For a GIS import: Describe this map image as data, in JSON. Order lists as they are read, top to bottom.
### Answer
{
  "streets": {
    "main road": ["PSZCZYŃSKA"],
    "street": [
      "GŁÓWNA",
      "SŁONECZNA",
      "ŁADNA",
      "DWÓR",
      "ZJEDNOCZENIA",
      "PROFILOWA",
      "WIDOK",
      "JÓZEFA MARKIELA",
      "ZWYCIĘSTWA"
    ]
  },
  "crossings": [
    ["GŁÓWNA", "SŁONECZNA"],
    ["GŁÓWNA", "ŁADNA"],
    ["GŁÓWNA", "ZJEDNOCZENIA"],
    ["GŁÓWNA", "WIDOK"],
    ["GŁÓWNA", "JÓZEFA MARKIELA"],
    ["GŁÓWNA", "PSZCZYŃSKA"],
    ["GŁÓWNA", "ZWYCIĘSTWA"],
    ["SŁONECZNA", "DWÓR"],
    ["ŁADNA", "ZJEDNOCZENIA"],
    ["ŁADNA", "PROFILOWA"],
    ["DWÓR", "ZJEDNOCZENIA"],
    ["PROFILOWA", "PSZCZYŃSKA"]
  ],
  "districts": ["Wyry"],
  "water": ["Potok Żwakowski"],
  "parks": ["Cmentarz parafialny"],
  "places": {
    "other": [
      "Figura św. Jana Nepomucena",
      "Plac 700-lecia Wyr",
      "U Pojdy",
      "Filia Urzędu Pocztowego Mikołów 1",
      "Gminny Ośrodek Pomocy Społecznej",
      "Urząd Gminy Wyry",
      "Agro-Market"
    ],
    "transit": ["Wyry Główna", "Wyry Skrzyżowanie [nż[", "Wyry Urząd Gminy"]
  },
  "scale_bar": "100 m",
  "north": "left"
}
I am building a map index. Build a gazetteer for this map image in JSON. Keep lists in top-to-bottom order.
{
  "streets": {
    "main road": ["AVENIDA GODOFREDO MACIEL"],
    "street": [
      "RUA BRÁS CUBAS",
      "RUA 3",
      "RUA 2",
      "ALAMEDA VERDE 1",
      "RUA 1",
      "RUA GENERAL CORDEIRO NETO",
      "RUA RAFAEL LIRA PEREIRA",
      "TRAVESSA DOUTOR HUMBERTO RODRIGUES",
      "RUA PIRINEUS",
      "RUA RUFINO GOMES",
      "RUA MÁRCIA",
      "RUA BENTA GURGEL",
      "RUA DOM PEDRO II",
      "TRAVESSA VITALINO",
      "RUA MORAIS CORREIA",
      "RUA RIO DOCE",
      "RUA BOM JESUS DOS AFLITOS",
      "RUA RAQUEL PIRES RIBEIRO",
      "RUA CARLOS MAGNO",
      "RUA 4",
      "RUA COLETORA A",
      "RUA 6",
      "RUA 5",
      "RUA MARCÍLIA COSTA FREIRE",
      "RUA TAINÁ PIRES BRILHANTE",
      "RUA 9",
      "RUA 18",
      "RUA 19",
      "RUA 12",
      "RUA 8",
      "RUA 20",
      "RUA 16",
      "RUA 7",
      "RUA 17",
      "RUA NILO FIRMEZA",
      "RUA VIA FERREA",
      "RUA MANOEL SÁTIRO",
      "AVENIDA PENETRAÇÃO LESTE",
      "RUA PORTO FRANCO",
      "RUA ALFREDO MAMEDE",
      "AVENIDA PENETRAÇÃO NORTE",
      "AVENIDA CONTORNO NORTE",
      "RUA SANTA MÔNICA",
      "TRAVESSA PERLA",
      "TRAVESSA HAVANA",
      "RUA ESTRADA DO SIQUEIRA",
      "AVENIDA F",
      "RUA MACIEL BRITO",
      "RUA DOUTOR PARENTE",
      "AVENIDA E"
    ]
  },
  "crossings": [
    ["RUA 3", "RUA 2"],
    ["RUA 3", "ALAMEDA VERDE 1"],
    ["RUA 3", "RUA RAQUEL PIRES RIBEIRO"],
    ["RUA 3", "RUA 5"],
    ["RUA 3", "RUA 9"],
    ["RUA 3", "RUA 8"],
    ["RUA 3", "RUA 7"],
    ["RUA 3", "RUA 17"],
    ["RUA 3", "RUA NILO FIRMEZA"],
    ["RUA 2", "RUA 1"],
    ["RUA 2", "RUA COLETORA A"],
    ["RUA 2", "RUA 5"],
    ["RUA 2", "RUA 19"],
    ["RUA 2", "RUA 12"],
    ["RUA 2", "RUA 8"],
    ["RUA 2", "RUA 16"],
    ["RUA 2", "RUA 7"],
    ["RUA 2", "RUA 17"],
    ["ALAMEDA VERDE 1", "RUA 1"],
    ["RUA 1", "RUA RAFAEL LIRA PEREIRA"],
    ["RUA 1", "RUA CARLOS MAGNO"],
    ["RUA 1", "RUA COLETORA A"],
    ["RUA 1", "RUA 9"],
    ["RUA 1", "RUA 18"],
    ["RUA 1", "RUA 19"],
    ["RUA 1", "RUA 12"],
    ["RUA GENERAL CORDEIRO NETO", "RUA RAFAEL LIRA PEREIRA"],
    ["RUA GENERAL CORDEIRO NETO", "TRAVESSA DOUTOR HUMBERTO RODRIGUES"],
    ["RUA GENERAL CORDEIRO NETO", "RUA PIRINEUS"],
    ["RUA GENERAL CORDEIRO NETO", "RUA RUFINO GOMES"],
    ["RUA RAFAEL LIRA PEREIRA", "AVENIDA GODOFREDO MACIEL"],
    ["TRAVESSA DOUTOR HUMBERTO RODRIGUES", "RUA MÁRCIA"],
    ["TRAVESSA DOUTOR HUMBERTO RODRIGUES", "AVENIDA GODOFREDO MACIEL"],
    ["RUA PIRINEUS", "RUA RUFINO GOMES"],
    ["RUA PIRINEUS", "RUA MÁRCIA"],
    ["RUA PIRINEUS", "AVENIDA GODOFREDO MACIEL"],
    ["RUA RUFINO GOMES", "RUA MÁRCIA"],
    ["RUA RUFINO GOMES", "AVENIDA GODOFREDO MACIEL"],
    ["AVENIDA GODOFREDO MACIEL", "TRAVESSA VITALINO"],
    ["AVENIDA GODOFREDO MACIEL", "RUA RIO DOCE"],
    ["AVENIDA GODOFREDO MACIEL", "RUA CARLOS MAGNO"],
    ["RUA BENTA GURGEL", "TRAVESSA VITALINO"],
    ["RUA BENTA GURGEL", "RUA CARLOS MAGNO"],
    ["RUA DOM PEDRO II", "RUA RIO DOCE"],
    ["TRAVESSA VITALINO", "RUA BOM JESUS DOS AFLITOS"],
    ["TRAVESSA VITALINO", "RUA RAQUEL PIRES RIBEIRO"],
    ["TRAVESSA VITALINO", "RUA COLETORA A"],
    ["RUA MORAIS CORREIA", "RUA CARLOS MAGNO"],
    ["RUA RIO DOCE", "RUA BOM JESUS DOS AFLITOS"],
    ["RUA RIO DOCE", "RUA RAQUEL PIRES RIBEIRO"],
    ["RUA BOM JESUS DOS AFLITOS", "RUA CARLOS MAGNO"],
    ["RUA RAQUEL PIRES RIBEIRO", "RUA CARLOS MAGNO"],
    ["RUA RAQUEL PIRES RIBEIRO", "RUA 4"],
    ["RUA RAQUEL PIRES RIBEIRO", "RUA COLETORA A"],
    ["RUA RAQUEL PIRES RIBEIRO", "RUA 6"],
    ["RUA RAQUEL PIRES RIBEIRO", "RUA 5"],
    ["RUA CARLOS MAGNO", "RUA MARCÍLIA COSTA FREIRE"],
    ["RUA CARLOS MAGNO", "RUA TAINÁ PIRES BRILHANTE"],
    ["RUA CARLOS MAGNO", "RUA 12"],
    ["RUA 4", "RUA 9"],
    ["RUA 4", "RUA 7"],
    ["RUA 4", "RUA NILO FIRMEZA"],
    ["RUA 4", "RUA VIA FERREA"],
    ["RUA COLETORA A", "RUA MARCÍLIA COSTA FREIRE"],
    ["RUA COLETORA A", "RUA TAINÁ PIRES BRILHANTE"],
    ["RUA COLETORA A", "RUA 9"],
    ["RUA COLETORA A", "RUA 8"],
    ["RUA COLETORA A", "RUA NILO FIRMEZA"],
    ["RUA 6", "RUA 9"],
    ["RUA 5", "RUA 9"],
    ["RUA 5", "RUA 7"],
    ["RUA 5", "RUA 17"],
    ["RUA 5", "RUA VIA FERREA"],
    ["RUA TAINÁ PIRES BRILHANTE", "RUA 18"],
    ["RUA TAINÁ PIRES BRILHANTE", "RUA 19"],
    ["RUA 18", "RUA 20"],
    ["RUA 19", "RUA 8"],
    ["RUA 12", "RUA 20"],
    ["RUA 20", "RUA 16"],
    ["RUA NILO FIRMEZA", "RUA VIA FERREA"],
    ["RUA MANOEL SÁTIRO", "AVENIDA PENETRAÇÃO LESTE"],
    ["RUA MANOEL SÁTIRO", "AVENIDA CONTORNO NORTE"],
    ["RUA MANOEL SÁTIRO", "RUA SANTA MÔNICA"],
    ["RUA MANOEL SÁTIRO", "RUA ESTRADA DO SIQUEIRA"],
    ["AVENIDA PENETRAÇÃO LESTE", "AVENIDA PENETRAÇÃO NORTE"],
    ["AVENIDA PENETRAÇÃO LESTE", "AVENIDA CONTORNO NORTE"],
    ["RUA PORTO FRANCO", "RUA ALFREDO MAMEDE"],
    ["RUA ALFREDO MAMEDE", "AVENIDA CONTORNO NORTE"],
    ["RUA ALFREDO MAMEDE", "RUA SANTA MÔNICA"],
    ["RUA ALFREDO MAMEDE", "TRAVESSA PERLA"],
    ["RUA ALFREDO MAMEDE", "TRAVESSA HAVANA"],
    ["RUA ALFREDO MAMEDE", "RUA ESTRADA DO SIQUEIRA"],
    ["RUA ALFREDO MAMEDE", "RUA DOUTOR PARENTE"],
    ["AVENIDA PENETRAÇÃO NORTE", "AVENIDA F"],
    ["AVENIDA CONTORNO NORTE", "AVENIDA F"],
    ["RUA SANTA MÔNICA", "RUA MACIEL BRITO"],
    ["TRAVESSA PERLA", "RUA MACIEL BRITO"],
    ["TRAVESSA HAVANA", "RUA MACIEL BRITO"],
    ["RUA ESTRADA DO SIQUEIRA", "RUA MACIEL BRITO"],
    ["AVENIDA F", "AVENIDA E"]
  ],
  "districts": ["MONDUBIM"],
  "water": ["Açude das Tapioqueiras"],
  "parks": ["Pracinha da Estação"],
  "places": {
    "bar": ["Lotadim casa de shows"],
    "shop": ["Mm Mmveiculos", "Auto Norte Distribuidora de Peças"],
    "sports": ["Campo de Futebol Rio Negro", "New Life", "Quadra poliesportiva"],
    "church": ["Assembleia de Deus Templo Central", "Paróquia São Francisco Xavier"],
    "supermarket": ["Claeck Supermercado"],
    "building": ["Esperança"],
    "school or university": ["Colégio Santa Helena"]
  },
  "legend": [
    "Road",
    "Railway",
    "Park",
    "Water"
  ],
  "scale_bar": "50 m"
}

[About this exercise] Reply with every line of the listing that has the string "AFLITOS".

[Exercise response]
      "RUA BOM JESUS DOS AFLITOS",
    ["TRAVESSA VITALINO", "RUA BOM JESUS DOS AFLITOS"],
    ["RUA RIO DOCE", "RUA BOM JESUS DOS AFLITOS"],
    ["RUA BOM JESUS DOS AFLITOS", "RUA CARLOS MAGNO"],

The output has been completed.